Last month, GATX reported its second-quarter 2023 financials, which included Rail North America fleet utilization of 99.3% and a renewal success rate of 85.3%s. Said Lyons at that time: “We see continued strong demand globally for the majority of railcar types in our existing fleets.” Also, GATX has begun reporting its Lease Price Index (LPI) based on a modified methodology.
IntelliTrans—a global provider of multi-modal supply chain and logistics solutions for the bulk and break-bulk industries—has hired Chad Raube as President and CEO, succeeding Ken Sherman, who has retired. Sherman was one of Railway Age readers’ most influential leaders for 2023.

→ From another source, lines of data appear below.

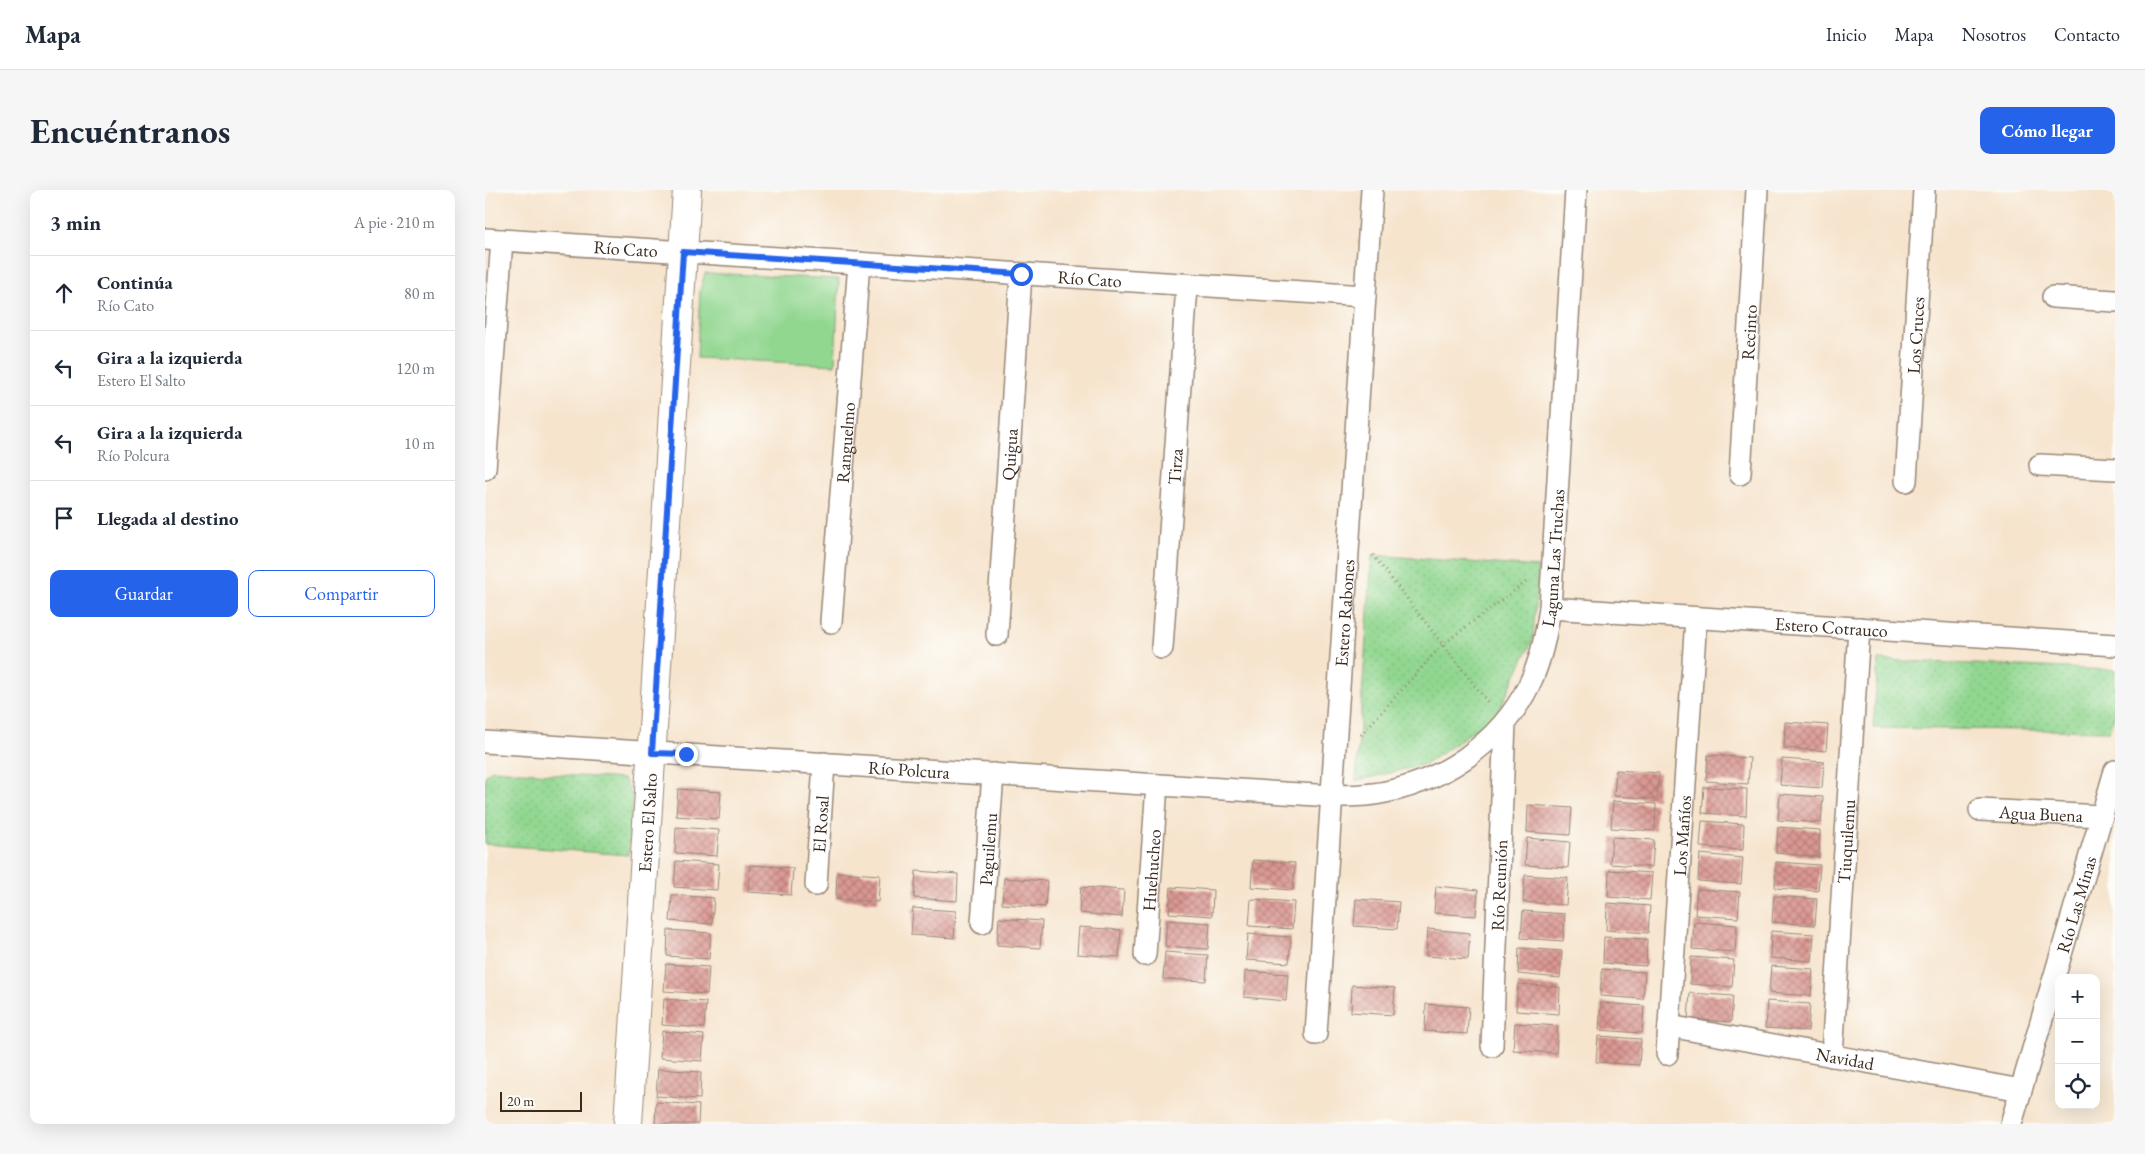 <!DOCTYPE html>
<html lang="es">
<meta charset="utf-8">
<style>
body{margin:0;font-family:"EB Garamond",serif;background:#f6f6f7;color:#1f2937}
.controls{position:absolute;right:15px;bottom:15px;display:grid;overflow:hidden;border-radius:10px;box-shadow:0 5px 20px #0002}
.controls button{width:45px;height:45px;display:grid;place-items:center;padding:0;border:0;border-bottom:1px solid #e0e1e3;background:#fff;color:#1f2937;font:25px sans-serif}
.scale{position:absolute;left:15px;bottom:12px;width:82px;box-sizing:border-box;padding-left:5px;border:2px solid #3b2a1e;border-top:0;font-size:14px;line-height:18px;white-space:nowrap;color:#3b2a1e;-webkit-text-stroke:4px #fdfcf7;paint-order:stroke}
.stop{position:absolute;width:15px;height:15px;margin:-11px;border:4px solid #2563eb;border-radius:50%;background:#fff}
.stop.end{background:#2563eb;border-color:#fff;box-shadow:0 1px 5px #0008}
.list{margin:0;padding:0;list-style:none}
h2{display:flex;justify-content:space-between;align-items:center;height:65px;margin:0;padding:0 20px;font-size:21px}
h2 small{font-size:16px;font-weight:400;color:#747a83}
.list li{display:grid;grid-template-columns:32px 1fr auto;gap:15px;align-items:center;box-sizing:border-box;height:75px;padding:0 20px;border-top:1px solid #e0e1e3}
.list b{display:block;font-size:19px;white-space:nowrap}
.list p{margin:0;font-size:16px;white-space:nowrap;color:#747a83}
.list em{font-size:16px;font-style:normal;color:#747a83}
.actions{display:flex;gap:10px;padding:15px 20px}
.actions a{flex:1;padding:11px 0;border:1px solid #2563eb;border-radius:10px;text-align:center;font-size:18px;color:#2563eb}
.actions .main{background:#2563eb;color:#fff}
.icon{flex:none;width:28px;height:28px;fill:none;stroke:currentColor;stroke-width:2;stroke-linecap:round;stroke-linejoin:round}
.map{position:relative;flex:none;width:1630px;height:934px;overflow:hidden;border-radius:10px}
header{display:flex;align-items:center;gap:30px;box-sizing:border-box;height:70px;padding:0 25px;background:#fff;border-bottom:1px solid #e0e1e3}
header strong{font-size:24px}
nav{display:flex;gap:28px;margin-inline-start:auto;font-size:18px}
.intro{display:flex;align-items:center;justify-content:space-between;box-sizing:border-box;height:120px;padding:0 30px}
h1{margin:0;font-size:35px}
.button{padding:12px 22px;border-radius:10px;background:#2563eb;color:#fff;font-size:18px;font-weight:700}
main{display:flex;gap:30px;padding:0 30px}
aside{flex:1;background:#fff;border-radius:10px;box-shadow:0 5px 20px #0002}
.map>svg:first-child{display:block}
</style>
<header>
<strong>Mapa</strong>
<nav><a>Inicio</a><a>Mapa</a><a>Nosotros</a><a>Contacto</a></nav>
</header>
<div class="intro"><h1>Encuéntranos</h1><a class="button">Cómo llegar</a></div>
<main>
<aside>
<h2>3 min<small>A pie · 210 m</small></h2>
<ul class="list">
<li><svg class="icon" aria-label="ahead" viewBox="0 0 24 24"><path d="M12 20V5M6 11l6-6 6 6"/></svg><div><b>Continúa</b><p>Río Cato</p></div><em>80 m</em></li>
<li><svg class="icon" aria-label="left" viewBox="0 0 24 24"><path d="M17 20v-9H6M10 6l-5 5 5 5"/></svg><div><b>Gira a la izquierda</b><p>Estero El Salto</p></div><em>120 m</em></li>
<li><svg class="icon" aria-label="left" viewBox="0 0 24 24"><path d="M17 20v-9H6M10 6l-5 5 5 5"/></svg><div><b>Gira a la izquierda</b><p>Río Polcura</p></div><em>10 m</em></li>
<li><svg class="icon" aria-label="arrive" viewBox="0 0 24 24"><path d="M6 21V4h12l-3 4 3 4H6"/></svg><div><b>Llegada al destino</b></div></li>
</ul>
<div class="actions"><a class="main">Guardar</a><a>Compartir</a></div>
</aside>
<div class="map">
<svg width="1630" height="934" viewBox="0 0 1630 934">
<defs>
<pattern id="park-dots" width="8" height="8" patternUnits="userSpaceOnUse" patternTransform="scale(1.25)"><rect width="8" height="8" fill="#91d790"/><path d="M2 2h.1M6 6h.1" fill="none" stroke="#7eb97c" stroke-width="1.8" stroke-linecap="round"/></pattern>
<pattern id="building-cross-hatch" width="8" height="8" patternUnits="userSpaceOnUse" patternTransform="scale(1.25)"><rect width="8" height="8" fill="#db9893"/><path d="M0 0l8 8M0 8l8-8" fill="none" stroke="#b37c77"/></pattern>
</defs>
<rect width="100%" height="100%" fill="#fdfcf7"/>
<filter id="ink" filterUnits="userSpaceOnUse"><feTurbulence type="fractalNoise" baseFrequency=".02" numOctaves="2"/><feDisplacementMap in="SourceGraphic" scale="10" xChannelSelector="R" yChannelSelector="G"/><feConvolveMatrix kernelMatrix="1 2 1 2 8 2 1 2 1" color-interpolation-filters="sRGB"/></filter>
<filter id="wash" filterUnits="userSpaceOnUse"><feTurbulence type="fractalNoise" baseFrequency=".0096" numOctaves="4" result="noise"/><feDisplacementMap in="SourceGraphic" scale="20" xChannelSelector="R" yChannelSelector="G"/><feGaussianBlur stdDeviation="1.12" result="paint"/><feColorMatrix in="noise" values="0 0 0 0 0 0 0 0 0 0 0 0 0 0 0 0 0 1.4 0 .05"/><feComposite in="paint" operator="in"/></filter>
<g filter="url(#wash)">
<rect width="100%" height="100%" fill="#f6e4cd"/>
<path fill="#91d790" stroke="#668057" d="M220 83 354 89 350 175 212 168 215 100Z"/>
<path fill="url(#park-dots)" stroke="#668057" d="M887 365 1053 377 1048 449 1012 524 941 574 871 591Z
M1393 470 1630 480V523L1624 541 1388 538Z
M7 580 139 589 148 607 143 665 0 654V586Z"/>
<g id="blocks">
<path fill="url(#building-cross-hatch)" d="M1300 532 1343 535 1341 561 1299 558Z
M1223 565 1265 568 1263 594 1221 591Z
M1297 569 1339 572 1337 598 1295 595Z
M1131 580 1174 583 1172 609 1129 606Z
M1219 597 1262 599 1261 626 1217 623Z
M193 599 236 602 234 629 191 626Z
M1295 604 1338 607 1336 633 1293 630Z
M1128 611 1171 614 1170 641 1126 638Z
M1043 615 1087 618 1085 645 1042 642Z
M1217 631 1259 634 1258 660 1215 657Z
M191 637 234 640 232 666 190 663Z
M1293 637 1335 640 1334 667 1291 663Z
M1127 647 1169 650 1167 677 1125 674Z
M1042 648 1085 652 1083 678 1040 675Z
M1215 664 1258 668 1256 694 1213 691Z
M768 670 810 673 808 700 766 697Z
M191 671 234 674 232 700 189 697Z
M1291 672 1335 675 1333 701 1290 698Z
M265 675 308 678 306 705 263 702Z
M1124 680 1167 683 1165 710 1123 707Z
M431 681 473 684 472 711 429 708Z
M352 682 395 685 393 712 351 709Z
M1040 685 1083 688 1081 715 1038 712Z
M519 688 562 691 560 717 517 714Z
M951 696 993 700 991 726 949 723Z
M596 697 639 700 637 727 594 723Z
M686 697 728 700 727 726 684 723Z
M1212 699 1255 702 1253 728 1210 725Z
M187 705 229 708 227 734 185 731Z
M1289 706 1332 709 1330 735 1287 732Z
M766 709 809 712 807 739 764 736Z
M871 709 914 712 912 739 869 736Z
M1122 713 1165 716 1163 743 1121 740Z
M428 718 471 721 469 748 426 745Z
M1038 721 1080 724 1078 751 1036 748Z
M514 728 557 731 555 758 512 755Z
M682 730 725 733 723 759 680 756Z
M1209 732 1252 735 1250 762 1207 759Z
M594 737 636 740 634 767 592 764Z
M943 739 985 743 983 769 941 766Z
M183 740 226 743 224 769 182 766Z
M1286 741 1329 744 1327 771 1285 768Z
M763 744 806 747 804 773 761 770Z
M1119 747 1162 749 1161 776 1118 773Z
M1034 758 1077 761 1075 788 1033 784Z
M680 762 723 765 721 791 678 789Z
M1206 767 1249 770 1247 797 1205 794Z
M181 774 224 777 222 804 179 801Z
M1286 776 1328 779 1326 806 1284 803Z
M1117 779 1160 782 1158 809 1115 806Z
M760 781 803 784 801 811 759 807Z
M1033 794 1075 797 1074 824 1031 821Z
M867 795 910 798 908 825 866 822Z
M1205 803 1248 806 1246 832 1203 829Z
M179 809 221 812 219 838 177 835Z
M1282 811 1325 814 1323 841 1280 838Z
M1116 813 1159 816 1157 843 1114 840Z
M941 814 984 817 982 844 940 841Z
M1030 833 1073 836 1071 863 1028 860Z
M177 841 219 845 217 871 175 868Z
M1113 846 1156 849 1154 875 1111 872Z
M173 879 216 882 215 909 171 906Z
M171 912 214 915 213 934H170Z"/>
</g>
</g>
<g filter="url(#ink)">
<use href="#blocks" fill-opacity="0" stroke="#988776" stroke-width="1"/>
<g fill="none" stroke-linecap="round" stroke-linejoin="round">
<defs>
<g id="street">
<path id="s1" d="M0 49 880 106"/>
<path d="M1568 107 1630 111"/>
<path d="M1555 275 1630 279"/>
<path d="M0 279 17 50"/>
<path id="s2" d="M1255 284 1272 0"/>
<path id="s3" d="M1421 291 1439 0"/>
<path id="s4" d="M1065 418 1630 455"/>
<path id="s5" d="M346 432 374 73"/>
<path id="s6" d="M512 445 536 84"/>
<path id="s7" d="M677 458 702 95"/>
<path id="s8" d="M0 552 847 606C861 606 875 606 889 604 954 595 1015 554 1044 495 1056 471 1061 444 1065 418L1091 0"/>
<path id="s9" d="M1495 620 1617 626"/>
<path id="s10" d="M331 695 339 573"/>
<path id="s11" d="M497 733 508 584"/>
<path id="s12" d="M660 765 672 595"/>
<path id="s13" d="M1184 836 1536 900"/>
<path id="s14" d="M831 844 887 0"/>
<path id="s15" d="M1007 856 1020 533"/>
<path id="s16" d="M1182 864 1211 428"/>
<path id="s17" d="M1347 866 1374 438"/>
<path id="s18" d="M1526 934 1630 581"/>
</g>
<g id="secondary">
<path id="s19" d="M143 934 202 0"/>
</g>
</defs>
<use href="#street" stroke="#988776" stroke-width="24"/>
<use href="#secondary" stroke="#988776" stroke-width="30"/>
<path stroke="#988776" stroke-width="3" stroke-dasharray="1 4" stroke-linecap="butt" d="M888 365 1004 514
M876 545 957 455 1041 392"/>
<use href="#street" stroke="#fff" stroke-width="21"/>
<use href="#secondary" stroke="#fff" stroke-width="28"/>
</g>
</g>
<g fill="none" stroke-linecap="round" stroke-linejoin="round" filter="url(#ink)">
<path stroke="#2563eb" stroke-width="6" d="M201 564 167 563 198 62 536 84"/>
</g>
<g text-anchor="middle" dominant-baseline="central" stroke-width="5" stroke-linejoin="round" paint-order="stroke">
<g font-size="18" fill="#3b2a1e" stroke="#fdfcf7">
<text stroke="none"><textPath href="#s1" startOffset="141">Río Cato</textPath></text>
<text stroke="none"><textPath href="#s1" startOffset="606">Río Cato</textPath></text>
<text stroke="none"><textPath href="#s2" startOffset="142">Recinto</textPath></text>
<text stroke="none"><textPath href="#s3" startOffset="146">Los Cruces</textPath></text>
<text stroke="none"><textPath href="#s5" startOffset="180">Ranguelmo</textPath></text>
<text stroke="none"><textPath href="#s6" startOffset="181">Quigua</textPath></text>
<text stroke="none"><textPath href="#s7" startOffset="182">Tirza</textPath></text>
<text stroke="none"><textPath href="#s8" startOffset="1218">Laguna Las Truchas</textPath></text>
<text stroke="none"><textPath href="#s14" startOffset="422">Estero Rabones</textPath></text>
<text stroke="none"><textPath href="#s4" startOffset="282">Estero Cotrauco</textPath></text>
<text stroke="none"><textPath href="#s8" startOffset="425">Río Polcura</textPath></text>
<text stroke="none"><textPath href="#s9" startOffset="61">Agua Buena</textPath></text>
<text stroke="none"><textPath href="#s19" startOffset="302">Estero El Salto</textPath></text>
<text stroke="none"><textPath href="#s10" startOffset="61">El Rosal</textPath></text>
<text stroke="none"><textPath href="#s16" startOffset="219">Los Mañíos</textPath></text>
<text stroke="none"><textPath href="#s17" startOffset="215">Tiuquilemu</textPath></text>
<text stroke="none"><textPath href="#s11" startOffset="74">Paguilemu</textPath></text>
<text stroke="none"><textPath href="#s12" startOffset="85">Huehucheo</textPath></text>
<text stroke="none"><textPath href="#s15" startOffset="161">Río Reunión</textPath></text>
<text stroke="none"><textPath href="#s18" startOffset="229">Río Las Minas</textPath></text>
<text stroke="none"><textPath href="#s13" startOffset="179">Navidad</textPath></text>
</g>
</g>
</svg>
<div class="controls">
<button>+</button>
<button>−</button>
<button><svg class="icon" aria-label="locate" viewBox="0 0 24 24"><circle cx="12" cy="12" r="6"/><path d="M12 2v4M12 18v4M2 12h4M18 12h4"/></svg></button>
</div>
<div class="scale">20 m</div>
<div class="stop" style="left:536px;top:84px"></div>
<div class="stop end" style="left:201px;top:564px"></div>
</div>
</main>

With more than 30 years of experience leading technology-enabled services and software companies in North America and Europe, Raube served most recently as CEO of Info-Pro Lender Services and Guaranty Closing and Title, leading their transformation and delivering strong year-on-year EBITDA and customer growth, IntelliTrans reported. Raube was also a Partner at London-based Dawn Capital, a SaaS-focused venture capital firm, and he launched and led the consumer broadband internet business at Virgin Media in the U.K.
“I am humbled and thrilled to join this excellent organization, and I look forward to collaborating with our teams to build upon the strong foundation that is in place as we continue to delight our valued customers, set the benchmark of excellence in our industry with our leading-edge technologies and services, and guide our business to new heights,” Raube said. “As we embark upon this promising new chapter for IntelliTrans, I want to sincerely thank Ken Sherman for his dedication to and leadership of IntelliTrans over the years.”
IntelliTrans is a Roper Technologies business. It was recently recognized in the Gartner Hype Cycle for Supply Chain Execution Technologies 2023 report.
Aug. 30 will be the last day for MBTA Chief Safety Officer Ron Ester, according to WBUR, which reported that the reason for his resignation is “unclear.” Ester joined the transit authority three years ago after service at Chicago Transit Authority.
“I am proud of the work that we have done to make our system safer during my tenure, despite the many challenges that we have faced,” Ester said in a statement provided to Boston’s National Public Radio news station. “The MBTA has been underinvested in for decades, and it has taken a lot of hard work to make our system as safe as it is today.” He wrote that “‘there is still work to be done’ to improve the safety of the T,” according to the news outlet’s Aug. 15 report.
The Federal Transit Administration in June 2022 launched a safety investigation at MBTA due to issues affecting both employees and riders.
At the end of the month, MBTA Senior Advisor for Capital, Operations and Safety Rod Brooks will take over Ester’s role as the transit authority seeks a replacement, WBUR reported. Brooks was hired in July.
“In an email to employees, MBTA General Manager and CEO Philip Eng said Ester has ‘made a real difference’ in addressing T safety issues,” according to WBUR. “‘During his tenure at the T,’ Eng wrote, ‘Ron was instrumental in implementing recommendations, policies and practices following the 2019 Safety Panel Report, including the Safety Management System, our COVID response efforts and recovery, and the subsequent FTA Safety Management Inspection.’”
Eng, who took over MBTA leadership on April 10, told WBUR “earlier this month that many of the issues facing the beleaguered transit system were due to a severe shortage of workers and attrition among current employees. He said the T was focusing on hiring and trying to prevent employees from retiring or quitting.”